JG: Well, you heard about his recent quote in Esquire magazine?

EV: No, but I have one, too. What's yours?

JG: In Esquire magazine, he said, "Let's say I did kill her..."

EV: Hmm?

JG: "Let's say I did kill her"-- yeah, he did, honest to God. In the interview he said, "Let's say I did kill Nicole and Ron. It would mean that I would have to have loved her very much, wouldn't it?'" You can interpret that any way you want.

EV: [Rolling his eyes] Wow.

JG: But we could go on and on about the O.J. thing. There's a million things about O.J. being pay-back for the years of injustice done to the black man, and the black man's triumph over whitey. You know, he married the Nordic homecoming queen and triumphed in the end. There could be so many levels you can read into that whole case.

EV: O.J. hadn't been black for a long time.

JG: No, well, you know. Suffice it to say, you don't marry Nicole Brown--it's such a white move. And that's going to be interpreted as racist on my part, to even separate in any way. But the reality of life is there are separations to be made in some capacity... In an interview, anyway. [Laughing] See, interviews aren't like real conversations.

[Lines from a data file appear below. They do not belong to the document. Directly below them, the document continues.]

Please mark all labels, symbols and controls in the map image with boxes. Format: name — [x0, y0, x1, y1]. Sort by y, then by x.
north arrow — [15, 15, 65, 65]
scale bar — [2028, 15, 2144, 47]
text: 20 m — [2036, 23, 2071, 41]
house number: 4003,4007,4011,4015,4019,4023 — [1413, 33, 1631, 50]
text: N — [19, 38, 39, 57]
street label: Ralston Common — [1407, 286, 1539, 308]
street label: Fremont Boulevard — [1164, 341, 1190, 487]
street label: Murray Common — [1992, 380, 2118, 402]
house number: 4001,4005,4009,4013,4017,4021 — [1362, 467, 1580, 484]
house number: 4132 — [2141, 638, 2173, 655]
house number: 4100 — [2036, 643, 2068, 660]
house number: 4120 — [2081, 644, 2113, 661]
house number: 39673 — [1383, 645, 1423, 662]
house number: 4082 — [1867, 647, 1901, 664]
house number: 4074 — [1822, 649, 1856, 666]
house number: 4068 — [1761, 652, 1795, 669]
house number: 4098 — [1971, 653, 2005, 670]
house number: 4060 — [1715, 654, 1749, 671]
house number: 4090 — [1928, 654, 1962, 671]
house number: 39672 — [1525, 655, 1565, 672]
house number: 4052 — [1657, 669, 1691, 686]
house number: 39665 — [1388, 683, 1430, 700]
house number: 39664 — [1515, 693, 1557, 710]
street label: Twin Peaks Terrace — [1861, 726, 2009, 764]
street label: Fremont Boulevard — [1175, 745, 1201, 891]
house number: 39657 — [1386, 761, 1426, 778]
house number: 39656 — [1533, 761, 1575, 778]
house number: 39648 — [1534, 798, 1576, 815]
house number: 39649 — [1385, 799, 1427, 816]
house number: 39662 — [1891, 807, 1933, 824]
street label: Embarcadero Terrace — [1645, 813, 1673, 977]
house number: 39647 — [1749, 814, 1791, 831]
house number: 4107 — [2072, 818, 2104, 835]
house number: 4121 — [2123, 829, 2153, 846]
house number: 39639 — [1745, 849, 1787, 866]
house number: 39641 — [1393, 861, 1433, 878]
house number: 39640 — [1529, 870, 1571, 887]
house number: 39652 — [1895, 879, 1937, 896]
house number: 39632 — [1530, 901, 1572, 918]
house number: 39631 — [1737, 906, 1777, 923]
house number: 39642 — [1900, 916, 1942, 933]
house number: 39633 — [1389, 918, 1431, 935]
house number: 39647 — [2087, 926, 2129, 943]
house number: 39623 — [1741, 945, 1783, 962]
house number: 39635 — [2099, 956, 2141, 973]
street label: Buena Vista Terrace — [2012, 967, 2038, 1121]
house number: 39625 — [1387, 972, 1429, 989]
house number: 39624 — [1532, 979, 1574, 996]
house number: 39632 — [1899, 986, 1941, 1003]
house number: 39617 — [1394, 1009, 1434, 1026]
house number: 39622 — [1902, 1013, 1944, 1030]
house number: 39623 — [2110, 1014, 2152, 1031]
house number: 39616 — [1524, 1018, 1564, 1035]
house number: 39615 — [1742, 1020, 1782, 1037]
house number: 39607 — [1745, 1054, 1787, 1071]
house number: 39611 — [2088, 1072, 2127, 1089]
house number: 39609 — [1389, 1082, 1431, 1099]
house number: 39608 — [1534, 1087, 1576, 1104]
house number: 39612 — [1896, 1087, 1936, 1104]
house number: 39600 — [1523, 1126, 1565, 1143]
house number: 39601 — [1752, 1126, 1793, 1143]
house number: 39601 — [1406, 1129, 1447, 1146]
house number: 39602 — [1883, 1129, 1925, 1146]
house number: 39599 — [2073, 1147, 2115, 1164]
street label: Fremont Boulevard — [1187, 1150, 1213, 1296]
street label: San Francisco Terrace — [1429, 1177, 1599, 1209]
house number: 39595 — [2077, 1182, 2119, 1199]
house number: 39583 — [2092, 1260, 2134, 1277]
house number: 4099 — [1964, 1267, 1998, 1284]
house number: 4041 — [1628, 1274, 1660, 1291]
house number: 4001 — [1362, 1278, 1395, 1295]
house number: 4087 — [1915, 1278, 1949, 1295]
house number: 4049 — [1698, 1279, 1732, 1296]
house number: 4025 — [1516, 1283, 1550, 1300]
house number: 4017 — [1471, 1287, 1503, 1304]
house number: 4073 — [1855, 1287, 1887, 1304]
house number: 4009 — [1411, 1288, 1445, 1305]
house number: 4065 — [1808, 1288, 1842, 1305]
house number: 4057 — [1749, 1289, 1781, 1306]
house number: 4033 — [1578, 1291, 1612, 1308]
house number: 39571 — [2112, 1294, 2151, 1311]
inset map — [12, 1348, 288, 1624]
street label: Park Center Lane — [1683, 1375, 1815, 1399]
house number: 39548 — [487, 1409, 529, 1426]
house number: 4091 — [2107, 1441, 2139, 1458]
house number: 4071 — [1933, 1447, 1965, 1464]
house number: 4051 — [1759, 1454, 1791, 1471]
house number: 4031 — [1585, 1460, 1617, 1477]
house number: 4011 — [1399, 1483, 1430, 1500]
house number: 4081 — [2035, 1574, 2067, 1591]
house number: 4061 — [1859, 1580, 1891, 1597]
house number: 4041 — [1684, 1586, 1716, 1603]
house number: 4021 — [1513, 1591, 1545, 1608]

EV: We're doing pretty good, though. In New York, there's a store and they have some things that are autographed by, I don't know, sports people. So, I have this friend that I've known for a long, long time and I went into this store to look for something. The guy tells me today that O.J. Simpson had been in and the energy was just crazy. Crazy. And then people started piling up outside the windows and all this kind of stuff, to watch. But here's the quote. He was looking at a picture of Mike Tyson that was signed and going to sell for $350. And O.J. looks at it and says, "Why do you have him? He's not a role model."

JG: [Laughing]: Not like him.

EV: And this guy who works there, he's pretty cool. He just looked at him and didn't say a word.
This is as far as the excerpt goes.